:: Data provided ::
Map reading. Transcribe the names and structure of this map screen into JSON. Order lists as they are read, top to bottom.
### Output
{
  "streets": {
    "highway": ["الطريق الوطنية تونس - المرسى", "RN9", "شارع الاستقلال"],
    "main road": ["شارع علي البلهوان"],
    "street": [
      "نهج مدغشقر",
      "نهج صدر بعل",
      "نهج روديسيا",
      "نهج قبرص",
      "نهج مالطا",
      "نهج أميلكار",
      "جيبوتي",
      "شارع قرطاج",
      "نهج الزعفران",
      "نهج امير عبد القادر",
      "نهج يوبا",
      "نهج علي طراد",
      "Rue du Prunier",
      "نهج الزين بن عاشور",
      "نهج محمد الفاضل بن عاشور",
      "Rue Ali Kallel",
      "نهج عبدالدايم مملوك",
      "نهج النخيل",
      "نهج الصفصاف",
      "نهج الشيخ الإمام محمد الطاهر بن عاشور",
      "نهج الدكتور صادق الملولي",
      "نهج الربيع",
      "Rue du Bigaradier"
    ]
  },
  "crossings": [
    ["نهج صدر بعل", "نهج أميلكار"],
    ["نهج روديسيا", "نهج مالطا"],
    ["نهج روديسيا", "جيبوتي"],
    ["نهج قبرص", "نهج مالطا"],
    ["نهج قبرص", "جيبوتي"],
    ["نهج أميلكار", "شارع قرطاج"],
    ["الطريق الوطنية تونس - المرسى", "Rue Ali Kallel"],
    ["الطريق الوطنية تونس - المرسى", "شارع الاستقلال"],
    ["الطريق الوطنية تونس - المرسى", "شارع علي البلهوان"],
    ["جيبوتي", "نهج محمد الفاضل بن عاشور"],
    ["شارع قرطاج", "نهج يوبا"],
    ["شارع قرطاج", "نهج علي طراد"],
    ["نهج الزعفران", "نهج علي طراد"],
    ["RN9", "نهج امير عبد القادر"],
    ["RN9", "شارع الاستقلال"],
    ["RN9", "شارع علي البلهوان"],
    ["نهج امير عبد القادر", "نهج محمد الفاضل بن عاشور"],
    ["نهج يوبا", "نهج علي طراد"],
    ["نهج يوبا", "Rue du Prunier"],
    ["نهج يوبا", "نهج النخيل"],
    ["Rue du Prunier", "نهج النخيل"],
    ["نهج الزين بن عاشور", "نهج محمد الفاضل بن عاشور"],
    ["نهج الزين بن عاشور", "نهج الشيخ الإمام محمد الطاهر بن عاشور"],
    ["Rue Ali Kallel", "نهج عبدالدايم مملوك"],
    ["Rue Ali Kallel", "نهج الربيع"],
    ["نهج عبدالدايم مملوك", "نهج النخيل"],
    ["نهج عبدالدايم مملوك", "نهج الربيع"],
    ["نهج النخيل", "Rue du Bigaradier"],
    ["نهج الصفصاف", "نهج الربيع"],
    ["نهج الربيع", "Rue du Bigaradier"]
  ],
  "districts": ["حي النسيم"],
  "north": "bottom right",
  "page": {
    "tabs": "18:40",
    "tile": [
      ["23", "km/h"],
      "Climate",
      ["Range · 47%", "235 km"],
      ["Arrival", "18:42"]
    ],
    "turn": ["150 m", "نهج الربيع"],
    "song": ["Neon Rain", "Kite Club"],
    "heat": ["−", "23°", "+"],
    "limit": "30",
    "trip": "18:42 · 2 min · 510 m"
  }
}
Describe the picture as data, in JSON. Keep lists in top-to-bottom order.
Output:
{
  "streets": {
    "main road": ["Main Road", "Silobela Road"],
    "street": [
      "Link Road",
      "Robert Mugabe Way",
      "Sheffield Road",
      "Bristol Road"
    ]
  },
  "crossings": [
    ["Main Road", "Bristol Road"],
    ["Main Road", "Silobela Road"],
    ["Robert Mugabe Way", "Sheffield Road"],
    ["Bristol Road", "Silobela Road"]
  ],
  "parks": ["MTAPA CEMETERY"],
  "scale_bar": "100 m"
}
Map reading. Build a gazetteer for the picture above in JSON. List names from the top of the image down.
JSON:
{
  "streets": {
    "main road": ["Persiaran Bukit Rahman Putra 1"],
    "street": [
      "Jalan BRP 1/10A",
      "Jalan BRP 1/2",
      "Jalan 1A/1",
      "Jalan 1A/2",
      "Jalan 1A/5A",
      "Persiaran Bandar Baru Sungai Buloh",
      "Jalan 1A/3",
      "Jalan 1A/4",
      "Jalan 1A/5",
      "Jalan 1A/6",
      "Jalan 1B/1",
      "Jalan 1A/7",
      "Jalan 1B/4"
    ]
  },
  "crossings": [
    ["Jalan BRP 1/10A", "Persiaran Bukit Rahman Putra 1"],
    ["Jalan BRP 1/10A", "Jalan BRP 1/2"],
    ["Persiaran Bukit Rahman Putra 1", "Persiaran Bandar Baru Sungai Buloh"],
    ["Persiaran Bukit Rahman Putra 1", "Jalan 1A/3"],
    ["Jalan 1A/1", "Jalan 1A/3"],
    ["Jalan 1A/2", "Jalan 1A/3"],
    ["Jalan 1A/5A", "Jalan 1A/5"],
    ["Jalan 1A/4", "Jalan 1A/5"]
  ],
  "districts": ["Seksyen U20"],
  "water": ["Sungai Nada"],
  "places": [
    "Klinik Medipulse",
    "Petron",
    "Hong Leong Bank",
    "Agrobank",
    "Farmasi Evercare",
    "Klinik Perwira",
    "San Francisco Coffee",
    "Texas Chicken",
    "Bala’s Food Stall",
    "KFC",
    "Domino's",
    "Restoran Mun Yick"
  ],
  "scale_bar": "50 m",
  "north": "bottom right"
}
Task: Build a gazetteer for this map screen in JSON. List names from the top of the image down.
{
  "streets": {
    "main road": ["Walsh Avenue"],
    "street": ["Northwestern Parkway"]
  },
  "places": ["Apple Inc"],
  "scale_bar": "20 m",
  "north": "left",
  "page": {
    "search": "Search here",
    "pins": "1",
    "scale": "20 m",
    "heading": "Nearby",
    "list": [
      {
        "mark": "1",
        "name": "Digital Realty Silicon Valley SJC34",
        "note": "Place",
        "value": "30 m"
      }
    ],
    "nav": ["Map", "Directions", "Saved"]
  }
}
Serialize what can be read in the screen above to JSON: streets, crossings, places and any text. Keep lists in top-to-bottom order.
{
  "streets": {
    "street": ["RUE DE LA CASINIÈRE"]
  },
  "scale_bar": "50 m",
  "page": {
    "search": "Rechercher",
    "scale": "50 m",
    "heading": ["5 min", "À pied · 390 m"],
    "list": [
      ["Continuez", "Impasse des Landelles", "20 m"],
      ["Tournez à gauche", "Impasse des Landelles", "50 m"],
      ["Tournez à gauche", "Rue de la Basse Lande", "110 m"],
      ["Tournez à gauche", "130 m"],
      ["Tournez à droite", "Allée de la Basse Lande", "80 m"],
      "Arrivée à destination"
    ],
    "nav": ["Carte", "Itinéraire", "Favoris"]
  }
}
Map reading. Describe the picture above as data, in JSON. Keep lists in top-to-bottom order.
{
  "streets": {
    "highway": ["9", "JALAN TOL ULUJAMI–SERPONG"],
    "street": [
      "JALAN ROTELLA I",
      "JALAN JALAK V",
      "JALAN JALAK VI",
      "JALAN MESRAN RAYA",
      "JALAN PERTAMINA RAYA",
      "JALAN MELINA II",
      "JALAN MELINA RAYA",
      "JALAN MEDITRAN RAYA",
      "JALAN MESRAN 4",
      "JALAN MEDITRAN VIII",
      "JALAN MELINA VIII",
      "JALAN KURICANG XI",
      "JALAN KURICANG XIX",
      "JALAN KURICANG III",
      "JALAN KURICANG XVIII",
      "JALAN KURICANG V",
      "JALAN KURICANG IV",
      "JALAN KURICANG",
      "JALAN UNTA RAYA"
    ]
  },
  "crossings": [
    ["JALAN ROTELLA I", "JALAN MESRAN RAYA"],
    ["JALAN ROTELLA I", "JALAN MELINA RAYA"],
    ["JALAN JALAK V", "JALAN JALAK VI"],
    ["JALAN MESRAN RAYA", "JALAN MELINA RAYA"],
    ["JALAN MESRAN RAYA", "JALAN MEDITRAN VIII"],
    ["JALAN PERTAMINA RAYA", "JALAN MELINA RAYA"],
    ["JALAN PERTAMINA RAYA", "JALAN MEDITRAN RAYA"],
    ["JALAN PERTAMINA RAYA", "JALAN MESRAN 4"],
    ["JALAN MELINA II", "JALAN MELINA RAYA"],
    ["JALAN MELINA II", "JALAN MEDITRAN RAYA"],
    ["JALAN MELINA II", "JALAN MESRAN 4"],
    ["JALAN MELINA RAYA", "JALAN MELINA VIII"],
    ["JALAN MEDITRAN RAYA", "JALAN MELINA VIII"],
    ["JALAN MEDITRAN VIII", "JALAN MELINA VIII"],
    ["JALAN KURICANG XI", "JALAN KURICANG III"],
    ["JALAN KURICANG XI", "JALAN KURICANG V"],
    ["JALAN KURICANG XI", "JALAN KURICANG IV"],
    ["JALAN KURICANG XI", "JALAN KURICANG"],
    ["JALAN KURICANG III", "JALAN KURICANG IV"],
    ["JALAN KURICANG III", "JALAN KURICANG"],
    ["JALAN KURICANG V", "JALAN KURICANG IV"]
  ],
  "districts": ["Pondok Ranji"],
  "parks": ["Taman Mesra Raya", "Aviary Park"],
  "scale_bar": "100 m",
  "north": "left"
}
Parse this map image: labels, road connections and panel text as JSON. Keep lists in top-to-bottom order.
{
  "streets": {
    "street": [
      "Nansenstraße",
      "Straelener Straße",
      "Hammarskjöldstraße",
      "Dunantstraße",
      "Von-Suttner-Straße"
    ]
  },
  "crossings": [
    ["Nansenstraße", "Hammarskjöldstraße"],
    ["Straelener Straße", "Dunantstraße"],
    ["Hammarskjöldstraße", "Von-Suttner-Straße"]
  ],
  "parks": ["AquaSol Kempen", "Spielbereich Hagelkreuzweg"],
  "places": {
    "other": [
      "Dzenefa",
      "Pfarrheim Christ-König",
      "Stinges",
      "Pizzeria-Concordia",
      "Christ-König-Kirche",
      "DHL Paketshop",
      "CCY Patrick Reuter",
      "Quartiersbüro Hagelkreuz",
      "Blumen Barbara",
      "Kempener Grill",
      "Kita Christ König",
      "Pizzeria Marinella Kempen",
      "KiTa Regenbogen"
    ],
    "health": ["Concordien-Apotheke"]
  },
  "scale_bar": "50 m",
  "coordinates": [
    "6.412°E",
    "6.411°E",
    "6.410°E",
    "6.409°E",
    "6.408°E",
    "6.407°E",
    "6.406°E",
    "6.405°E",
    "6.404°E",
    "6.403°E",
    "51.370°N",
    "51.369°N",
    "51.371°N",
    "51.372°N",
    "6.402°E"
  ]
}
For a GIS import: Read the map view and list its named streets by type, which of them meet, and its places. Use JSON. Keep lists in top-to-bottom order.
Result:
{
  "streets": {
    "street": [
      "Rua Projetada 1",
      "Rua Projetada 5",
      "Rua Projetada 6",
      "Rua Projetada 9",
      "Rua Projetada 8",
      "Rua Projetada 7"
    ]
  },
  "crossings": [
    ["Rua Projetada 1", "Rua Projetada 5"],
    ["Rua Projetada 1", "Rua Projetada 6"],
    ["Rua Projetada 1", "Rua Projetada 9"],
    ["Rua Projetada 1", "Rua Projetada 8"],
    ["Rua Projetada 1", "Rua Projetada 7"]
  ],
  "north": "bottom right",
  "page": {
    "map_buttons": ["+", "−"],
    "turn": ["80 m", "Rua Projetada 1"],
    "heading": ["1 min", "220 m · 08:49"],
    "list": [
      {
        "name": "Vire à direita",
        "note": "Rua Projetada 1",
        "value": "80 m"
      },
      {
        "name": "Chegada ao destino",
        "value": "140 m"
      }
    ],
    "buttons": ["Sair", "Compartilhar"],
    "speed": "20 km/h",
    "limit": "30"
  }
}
:::
_Task requirements_
"MESRAN" is the string to look for; please copy every line of the records above where it appears.

_Your solution_
      "JALAN MESRAN RAYA",
      "JALAN MESRAN 4",
    ["JALAN ROTELLA I", "JALAN MESRAN RAYA"],
    ["JALAN MESRAN RAYA", "JALAN MELINA RAYA"],
    ["JALAN MESRAN RAYA", "JALAN MEDITRAN VIII"],
    ["JALAN PERTAMINA RAYA", "JALAN MESRAN 4"],
    ["JALAN MELINA II", "JALAN MESRAN 4"],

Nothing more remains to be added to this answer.